◆ Directions ◆
What number of lines in the entries hold the string "normal"? Answer with it alone.

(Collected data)
+===+

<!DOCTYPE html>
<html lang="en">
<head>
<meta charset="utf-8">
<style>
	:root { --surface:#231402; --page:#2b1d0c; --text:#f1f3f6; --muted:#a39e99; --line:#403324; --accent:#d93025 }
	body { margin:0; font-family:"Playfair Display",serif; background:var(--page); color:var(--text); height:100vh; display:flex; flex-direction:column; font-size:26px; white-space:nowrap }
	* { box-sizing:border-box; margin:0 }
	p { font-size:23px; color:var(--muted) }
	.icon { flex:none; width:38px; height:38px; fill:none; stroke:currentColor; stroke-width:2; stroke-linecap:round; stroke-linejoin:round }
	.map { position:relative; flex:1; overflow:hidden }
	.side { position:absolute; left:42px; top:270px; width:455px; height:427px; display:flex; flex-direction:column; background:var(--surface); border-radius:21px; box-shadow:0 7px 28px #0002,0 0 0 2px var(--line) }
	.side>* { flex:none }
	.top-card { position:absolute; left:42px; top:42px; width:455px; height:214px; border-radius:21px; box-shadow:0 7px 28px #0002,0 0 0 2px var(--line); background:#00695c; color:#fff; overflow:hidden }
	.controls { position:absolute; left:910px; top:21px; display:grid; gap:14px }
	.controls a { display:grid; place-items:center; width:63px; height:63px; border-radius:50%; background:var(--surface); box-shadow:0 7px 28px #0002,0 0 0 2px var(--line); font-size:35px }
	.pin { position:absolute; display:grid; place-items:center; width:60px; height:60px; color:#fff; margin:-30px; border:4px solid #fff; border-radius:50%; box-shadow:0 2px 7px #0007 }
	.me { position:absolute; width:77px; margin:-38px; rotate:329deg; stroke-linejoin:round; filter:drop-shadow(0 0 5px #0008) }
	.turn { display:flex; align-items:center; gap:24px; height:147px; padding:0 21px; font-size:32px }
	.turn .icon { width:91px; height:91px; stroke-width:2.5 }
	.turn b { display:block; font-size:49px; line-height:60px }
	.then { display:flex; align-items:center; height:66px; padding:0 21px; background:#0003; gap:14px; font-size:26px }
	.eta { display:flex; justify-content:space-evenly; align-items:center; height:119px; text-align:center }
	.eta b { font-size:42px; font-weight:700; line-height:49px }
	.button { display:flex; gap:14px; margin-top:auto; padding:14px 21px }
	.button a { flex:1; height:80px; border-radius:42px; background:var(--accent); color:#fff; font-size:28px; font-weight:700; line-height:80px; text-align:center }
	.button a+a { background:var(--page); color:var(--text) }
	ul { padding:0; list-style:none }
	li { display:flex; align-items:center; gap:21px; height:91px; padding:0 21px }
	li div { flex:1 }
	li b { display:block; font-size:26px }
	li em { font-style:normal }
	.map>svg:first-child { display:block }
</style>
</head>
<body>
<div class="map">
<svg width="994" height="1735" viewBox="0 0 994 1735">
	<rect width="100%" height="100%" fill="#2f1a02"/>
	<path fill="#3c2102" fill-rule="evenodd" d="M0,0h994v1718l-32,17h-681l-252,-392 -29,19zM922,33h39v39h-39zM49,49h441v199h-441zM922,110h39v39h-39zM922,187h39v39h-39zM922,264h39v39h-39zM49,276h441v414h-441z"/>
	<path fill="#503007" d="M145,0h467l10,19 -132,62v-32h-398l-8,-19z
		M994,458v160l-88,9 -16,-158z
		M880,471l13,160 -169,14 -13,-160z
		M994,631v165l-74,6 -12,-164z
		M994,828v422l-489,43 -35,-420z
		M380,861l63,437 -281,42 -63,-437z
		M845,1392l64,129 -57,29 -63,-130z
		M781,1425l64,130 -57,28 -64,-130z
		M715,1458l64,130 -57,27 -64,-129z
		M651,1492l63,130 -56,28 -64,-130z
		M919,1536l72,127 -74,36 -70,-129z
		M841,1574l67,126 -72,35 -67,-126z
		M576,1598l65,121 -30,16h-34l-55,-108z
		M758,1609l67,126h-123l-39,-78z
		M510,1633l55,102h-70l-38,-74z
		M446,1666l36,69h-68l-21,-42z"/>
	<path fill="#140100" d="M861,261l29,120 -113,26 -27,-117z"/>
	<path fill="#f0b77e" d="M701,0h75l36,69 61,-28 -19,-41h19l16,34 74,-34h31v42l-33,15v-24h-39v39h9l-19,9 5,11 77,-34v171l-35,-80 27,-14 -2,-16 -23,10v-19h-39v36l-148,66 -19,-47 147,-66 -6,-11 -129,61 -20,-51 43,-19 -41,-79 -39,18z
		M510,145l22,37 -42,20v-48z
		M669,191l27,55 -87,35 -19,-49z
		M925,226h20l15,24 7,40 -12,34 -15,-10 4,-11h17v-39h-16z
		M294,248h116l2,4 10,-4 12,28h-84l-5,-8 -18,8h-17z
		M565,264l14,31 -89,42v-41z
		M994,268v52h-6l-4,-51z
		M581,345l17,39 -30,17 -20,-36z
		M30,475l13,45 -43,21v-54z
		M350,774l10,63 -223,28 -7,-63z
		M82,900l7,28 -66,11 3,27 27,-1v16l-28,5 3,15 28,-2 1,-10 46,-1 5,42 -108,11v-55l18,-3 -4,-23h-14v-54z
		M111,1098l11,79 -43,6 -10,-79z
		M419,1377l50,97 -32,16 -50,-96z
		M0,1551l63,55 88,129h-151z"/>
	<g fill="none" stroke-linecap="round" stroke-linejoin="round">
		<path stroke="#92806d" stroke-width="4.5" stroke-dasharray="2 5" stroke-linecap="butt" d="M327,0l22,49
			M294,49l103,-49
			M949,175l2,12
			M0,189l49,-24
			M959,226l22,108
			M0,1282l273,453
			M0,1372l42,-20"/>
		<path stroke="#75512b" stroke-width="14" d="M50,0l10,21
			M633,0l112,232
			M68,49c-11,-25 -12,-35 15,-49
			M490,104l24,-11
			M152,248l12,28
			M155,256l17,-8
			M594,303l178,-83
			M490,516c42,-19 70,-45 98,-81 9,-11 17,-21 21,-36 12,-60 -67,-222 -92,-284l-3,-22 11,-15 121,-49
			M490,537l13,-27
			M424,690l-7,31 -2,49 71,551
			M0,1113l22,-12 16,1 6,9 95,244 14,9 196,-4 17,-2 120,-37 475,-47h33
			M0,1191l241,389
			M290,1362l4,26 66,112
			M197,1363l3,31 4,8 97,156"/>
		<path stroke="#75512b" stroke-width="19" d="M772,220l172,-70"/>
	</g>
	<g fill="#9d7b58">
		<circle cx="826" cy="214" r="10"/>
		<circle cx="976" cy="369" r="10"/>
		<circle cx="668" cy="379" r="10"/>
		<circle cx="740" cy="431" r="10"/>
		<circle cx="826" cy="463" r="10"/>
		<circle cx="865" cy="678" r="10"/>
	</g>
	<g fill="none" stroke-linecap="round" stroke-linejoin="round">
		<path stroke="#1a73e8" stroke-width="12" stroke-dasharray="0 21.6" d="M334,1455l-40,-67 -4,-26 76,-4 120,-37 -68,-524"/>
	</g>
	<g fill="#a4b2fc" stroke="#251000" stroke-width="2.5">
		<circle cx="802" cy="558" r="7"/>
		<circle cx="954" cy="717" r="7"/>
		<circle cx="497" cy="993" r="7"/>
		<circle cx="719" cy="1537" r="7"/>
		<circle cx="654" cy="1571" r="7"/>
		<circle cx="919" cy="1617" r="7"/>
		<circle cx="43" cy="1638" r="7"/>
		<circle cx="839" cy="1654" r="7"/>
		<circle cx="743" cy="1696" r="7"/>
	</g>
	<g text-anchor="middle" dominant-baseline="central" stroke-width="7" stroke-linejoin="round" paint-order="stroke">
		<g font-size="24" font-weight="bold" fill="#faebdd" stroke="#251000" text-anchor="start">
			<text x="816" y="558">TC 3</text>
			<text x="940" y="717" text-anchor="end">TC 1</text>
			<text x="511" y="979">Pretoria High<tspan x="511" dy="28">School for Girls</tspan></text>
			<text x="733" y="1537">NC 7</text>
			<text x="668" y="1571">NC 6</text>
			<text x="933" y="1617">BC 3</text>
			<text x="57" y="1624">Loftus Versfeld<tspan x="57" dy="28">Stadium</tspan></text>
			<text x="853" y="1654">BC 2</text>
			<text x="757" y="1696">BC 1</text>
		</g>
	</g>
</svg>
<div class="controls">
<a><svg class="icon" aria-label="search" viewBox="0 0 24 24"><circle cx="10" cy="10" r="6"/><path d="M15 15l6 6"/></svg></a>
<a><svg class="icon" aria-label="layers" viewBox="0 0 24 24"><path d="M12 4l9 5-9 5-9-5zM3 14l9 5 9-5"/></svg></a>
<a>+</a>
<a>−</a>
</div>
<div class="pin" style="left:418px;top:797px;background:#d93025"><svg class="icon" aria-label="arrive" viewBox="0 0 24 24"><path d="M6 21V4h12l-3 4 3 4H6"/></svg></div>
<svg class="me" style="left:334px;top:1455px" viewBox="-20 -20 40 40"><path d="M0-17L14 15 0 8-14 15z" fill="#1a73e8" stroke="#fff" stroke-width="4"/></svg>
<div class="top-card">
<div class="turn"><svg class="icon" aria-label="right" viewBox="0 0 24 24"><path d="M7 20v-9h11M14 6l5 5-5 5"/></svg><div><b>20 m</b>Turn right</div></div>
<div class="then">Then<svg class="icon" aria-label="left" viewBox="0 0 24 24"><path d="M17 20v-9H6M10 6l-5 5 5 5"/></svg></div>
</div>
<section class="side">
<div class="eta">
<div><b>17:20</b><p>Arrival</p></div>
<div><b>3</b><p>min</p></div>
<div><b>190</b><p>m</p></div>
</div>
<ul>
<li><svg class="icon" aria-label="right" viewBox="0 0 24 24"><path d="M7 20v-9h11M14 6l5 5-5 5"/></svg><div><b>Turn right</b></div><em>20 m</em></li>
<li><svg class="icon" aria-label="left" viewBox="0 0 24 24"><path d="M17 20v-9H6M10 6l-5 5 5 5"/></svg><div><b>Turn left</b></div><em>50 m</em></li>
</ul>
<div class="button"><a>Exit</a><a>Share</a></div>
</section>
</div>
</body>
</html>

+===+

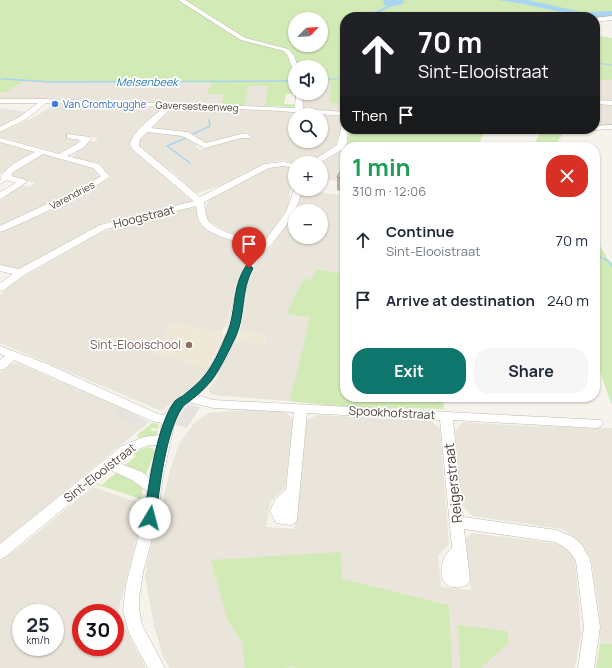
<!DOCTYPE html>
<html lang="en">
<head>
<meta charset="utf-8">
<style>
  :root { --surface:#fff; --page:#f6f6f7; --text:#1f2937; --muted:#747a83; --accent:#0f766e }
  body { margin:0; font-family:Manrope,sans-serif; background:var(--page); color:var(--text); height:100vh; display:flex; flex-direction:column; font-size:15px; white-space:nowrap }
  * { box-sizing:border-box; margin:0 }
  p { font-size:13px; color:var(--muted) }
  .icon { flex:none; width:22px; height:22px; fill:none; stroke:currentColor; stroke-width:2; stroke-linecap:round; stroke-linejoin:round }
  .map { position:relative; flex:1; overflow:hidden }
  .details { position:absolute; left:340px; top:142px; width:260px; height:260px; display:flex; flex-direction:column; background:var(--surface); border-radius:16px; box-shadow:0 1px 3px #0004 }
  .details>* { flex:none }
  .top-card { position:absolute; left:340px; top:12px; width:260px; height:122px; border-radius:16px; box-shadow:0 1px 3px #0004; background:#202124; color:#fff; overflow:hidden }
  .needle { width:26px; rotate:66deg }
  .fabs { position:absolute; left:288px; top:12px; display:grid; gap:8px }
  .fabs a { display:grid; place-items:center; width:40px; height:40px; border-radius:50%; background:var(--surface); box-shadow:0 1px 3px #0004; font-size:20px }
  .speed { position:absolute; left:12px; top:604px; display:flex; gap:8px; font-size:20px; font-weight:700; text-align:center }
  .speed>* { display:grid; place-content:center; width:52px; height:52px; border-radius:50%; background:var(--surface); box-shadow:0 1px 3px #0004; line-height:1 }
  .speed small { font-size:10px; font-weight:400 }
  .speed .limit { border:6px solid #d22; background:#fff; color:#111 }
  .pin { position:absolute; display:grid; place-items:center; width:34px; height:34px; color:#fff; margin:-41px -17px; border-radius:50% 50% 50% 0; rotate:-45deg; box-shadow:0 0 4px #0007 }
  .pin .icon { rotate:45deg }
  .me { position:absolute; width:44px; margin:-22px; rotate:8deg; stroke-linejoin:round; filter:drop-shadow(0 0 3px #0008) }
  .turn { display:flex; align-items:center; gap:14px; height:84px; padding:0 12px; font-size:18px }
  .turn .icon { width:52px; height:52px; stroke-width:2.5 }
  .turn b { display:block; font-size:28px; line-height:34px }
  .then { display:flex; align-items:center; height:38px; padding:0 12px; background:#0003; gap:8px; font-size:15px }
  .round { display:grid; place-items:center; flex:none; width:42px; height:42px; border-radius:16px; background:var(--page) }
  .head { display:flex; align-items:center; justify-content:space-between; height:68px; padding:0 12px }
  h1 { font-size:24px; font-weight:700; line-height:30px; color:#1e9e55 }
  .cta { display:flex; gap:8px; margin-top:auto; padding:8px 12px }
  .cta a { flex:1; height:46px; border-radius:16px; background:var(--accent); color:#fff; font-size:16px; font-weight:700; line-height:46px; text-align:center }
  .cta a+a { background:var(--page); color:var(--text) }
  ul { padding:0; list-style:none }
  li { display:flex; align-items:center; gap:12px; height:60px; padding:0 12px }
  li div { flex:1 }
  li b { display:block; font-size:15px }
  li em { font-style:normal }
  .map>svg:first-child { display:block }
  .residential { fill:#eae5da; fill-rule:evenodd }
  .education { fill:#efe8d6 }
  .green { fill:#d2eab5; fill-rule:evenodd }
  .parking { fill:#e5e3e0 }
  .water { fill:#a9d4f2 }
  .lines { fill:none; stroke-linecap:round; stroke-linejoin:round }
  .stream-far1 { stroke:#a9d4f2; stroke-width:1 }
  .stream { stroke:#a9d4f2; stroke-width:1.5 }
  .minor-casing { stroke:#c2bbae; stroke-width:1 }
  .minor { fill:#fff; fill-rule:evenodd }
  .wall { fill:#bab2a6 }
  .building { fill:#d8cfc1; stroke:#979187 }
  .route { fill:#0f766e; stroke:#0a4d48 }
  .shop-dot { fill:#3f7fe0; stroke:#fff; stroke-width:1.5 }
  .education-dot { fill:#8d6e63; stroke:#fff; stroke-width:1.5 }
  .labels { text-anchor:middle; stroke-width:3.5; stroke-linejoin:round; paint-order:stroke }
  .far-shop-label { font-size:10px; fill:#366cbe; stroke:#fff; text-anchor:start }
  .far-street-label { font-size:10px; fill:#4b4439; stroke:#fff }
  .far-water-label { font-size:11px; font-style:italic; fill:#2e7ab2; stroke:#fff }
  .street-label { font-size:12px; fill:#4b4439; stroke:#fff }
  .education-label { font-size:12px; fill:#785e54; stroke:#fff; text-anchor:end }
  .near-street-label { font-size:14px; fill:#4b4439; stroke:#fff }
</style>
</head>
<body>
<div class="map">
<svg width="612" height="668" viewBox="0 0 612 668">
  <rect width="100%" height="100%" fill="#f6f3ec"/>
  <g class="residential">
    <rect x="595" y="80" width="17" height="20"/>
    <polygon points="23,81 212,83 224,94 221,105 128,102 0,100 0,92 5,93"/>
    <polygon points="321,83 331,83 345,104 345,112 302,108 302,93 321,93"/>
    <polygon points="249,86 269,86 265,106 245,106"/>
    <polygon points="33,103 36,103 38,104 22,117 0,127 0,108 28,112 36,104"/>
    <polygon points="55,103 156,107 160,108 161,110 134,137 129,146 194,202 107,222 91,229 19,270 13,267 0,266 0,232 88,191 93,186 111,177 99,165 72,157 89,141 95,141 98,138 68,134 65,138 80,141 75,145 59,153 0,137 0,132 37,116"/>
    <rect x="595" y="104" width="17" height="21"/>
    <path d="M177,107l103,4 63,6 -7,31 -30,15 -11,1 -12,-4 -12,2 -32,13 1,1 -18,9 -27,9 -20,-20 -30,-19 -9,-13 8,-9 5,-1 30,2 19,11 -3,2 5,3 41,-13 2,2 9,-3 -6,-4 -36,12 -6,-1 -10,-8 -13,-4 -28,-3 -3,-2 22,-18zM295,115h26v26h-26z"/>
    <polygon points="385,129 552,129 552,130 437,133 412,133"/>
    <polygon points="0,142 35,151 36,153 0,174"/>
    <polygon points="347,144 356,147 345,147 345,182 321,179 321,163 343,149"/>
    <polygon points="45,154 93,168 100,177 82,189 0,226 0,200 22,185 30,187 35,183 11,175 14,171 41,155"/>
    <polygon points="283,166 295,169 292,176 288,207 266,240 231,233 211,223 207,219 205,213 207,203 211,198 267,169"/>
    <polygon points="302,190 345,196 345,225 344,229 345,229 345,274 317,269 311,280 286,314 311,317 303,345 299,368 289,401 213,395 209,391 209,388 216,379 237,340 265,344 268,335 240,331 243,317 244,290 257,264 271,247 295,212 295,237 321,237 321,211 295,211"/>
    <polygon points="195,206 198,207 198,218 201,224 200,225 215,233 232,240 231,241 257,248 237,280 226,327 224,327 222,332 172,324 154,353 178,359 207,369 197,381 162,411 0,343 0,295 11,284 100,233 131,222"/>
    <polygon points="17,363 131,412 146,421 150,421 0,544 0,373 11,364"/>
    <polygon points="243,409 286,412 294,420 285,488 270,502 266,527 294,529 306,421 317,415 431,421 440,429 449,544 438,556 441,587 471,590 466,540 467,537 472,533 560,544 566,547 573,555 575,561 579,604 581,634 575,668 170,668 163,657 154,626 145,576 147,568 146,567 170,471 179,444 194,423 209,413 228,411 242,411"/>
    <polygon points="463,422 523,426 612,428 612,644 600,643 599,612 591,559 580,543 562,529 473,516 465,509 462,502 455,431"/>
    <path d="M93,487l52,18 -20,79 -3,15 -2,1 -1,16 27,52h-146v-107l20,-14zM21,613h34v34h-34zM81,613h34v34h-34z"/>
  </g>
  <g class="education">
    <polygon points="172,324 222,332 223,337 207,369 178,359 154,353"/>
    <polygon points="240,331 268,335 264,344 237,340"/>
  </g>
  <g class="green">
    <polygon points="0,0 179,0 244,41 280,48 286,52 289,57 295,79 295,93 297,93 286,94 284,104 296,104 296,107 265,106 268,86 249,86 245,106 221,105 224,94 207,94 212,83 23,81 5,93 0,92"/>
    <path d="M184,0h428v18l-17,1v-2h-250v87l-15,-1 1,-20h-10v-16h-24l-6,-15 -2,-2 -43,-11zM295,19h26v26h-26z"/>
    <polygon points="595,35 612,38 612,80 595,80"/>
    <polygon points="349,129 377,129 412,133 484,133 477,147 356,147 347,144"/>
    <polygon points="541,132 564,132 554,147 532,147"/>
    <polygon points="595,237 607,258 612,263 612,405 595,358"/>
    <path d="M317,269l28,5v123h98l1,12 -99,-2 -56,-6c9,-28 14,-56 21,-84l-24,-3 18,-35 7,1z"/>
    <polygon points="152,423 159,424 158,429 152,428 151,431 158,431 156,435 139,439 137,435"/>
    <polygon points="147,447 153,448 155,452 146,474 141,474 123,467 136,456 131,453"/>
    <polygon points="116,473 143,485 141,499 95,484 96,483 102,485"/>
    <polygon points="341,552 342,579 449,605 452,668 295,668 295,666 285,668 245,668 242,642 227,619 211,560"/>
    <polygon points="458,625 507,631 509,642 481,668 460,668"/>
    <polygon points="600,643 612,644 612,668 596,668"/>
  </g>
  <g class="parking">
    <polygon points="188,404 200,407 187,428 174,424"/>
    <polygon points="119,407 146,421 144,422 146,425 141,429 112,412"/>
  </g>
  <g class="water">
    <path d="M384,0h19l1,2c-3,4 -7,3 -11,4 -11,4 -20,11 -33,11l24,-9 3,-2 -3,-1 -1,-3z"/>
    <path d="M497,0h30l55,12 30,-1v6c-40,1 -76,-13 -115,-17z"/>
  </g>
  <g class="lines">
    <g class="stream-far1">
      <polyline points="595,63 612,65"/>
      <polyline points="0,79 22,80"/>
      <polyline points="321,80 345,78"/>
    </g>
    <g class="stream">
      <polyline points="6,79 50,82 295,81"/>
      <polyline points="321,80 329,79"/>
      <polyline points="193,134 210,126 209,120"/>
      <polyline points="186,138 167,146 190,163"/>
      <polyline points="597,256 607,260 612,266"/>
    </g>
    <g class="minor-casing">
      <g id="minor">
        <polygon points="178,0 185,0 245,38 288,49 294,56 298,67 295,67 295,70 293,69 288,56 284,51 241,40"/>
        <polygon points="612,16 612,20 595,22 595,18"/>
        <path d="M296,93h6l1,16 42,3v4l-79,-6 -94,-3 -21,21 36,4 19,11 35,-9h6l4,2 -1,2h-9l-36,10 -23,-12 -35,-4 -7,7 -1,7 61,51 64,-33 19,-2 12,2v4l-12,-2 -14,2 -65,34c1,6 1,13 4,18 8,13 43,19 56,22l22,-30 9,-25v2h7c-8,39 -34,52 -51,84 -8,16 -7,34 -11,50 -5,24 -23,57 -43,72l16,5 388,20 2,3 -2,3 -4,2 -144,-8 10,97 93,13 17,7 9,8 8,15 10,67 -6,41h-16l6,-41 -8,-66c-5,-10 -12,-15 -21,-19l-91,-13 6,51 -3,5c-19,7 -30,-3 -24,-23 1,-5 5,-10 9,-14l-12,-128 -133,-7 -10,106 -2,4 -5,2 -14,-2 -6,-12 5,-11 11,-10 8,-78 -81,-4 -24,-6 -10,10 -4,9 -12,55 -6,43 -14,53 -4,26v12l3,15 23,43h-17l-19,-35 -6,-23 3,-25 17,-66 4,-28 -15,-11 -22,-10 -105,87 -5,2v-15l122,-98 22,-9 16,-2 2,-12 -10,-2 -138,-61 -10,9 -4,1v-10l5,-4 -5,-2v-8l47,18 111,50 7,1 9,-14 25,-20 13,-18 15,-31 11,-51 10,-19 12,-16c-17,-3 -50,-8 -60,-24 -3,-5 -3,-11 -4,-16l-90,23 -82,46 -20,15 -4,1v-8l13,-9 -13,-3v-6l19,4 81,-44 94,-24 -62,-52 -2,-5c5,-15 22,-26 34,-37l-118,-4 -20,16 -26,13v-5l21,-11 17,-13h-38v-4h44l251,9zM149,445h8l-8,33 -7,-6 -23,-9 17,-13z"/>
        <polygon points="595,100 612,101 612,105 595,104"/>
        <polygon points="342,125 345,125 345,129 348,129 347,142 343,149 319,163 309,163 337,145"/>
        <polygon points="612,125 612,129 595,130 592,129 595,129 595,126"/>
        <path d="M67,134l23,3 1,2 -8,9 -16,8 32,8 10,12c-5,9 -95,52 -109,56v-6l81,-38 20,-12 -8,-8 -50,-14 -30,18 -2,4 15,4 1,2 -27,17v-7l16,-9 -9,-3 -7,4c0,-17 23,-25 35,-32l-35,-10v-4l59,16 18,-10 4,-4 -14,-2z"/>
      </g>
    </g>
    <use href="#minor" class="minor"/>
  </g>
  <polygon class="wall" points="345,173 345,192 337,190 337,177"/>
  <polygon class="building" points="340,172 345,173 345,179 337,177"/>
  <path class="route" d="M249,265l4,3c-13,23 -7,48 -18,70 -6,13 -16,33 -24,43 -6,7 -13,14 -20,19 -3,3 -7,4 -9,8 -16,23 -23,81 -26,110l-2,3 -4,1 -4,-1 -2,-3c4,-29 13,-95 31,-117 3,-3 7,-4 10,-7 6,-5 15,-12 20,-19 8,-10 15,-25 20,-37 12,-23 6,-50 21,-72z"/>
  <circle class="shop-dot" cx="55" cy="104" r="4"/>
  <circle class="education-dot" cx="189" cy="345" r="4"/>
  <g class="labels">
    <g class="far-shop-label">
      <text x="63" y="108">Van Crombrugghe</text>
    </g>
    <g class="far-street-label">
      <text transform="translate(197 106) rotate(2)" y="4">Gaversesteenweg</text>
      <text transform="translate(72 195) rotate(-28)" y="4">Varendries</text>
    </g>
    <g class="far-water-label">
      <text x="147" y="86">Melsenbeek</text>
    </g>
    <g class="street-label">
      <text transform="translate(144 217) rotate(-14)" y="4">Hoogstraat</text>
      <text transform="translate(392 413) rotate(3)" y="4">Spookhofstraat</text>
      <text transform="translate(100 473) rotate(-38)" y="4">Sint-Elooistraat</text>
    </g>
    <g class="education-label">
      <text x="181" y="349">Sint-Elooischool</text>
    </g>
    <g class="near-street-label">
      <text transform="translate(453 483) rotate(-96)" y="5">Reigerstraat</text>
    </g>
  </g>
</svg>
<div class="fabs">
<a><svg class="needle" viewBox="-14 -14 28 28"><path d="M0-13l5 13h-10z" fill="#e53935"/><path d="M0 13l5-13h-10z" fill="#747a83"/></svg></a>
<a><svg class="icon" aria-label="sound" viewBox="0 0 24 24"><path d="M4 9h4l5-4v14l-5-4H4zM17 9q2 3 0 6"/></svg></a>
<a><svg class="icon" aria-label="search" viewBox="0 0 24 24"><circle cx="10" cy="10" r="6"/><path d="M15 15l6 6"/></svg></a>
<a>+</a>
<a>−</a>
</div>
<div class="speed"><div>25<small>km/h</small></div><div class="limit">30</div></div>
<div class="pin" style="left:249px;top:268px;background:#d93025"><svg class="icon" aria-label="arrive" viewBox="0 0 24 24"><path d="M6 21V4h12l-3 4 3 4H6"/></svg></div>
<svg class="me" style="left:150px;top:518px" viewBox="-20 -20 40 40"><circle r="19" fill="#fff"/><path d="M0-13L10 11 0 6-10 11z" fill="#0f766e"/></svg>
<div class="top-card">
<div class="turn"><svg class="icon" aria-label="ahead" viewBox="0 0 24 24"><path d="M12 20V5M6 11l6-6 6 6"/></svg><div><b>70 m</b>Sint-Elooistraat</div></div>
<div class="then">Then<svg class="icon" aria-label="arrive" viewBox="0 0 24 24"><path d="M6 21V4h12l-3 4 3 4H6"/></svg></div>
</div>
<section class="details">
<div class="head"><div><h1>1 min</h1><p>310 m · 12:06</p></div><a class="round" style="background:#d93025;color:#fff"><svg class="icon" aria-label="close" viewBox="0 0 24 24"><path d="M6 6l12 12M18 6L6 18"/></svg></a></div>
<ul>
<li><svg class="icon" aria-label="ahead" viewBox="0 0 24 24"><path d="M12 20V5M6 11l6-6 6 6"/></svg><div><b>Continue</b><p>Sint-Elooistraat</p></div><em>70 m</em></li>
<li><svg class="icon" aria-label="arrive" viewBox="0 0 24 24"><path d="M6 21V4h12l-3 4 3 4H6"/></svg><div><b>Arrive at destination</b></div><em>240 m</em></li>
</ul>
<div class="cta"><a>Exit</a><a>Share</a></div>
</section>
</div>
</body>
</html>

+===+

◆ Answer to the problem ◆
2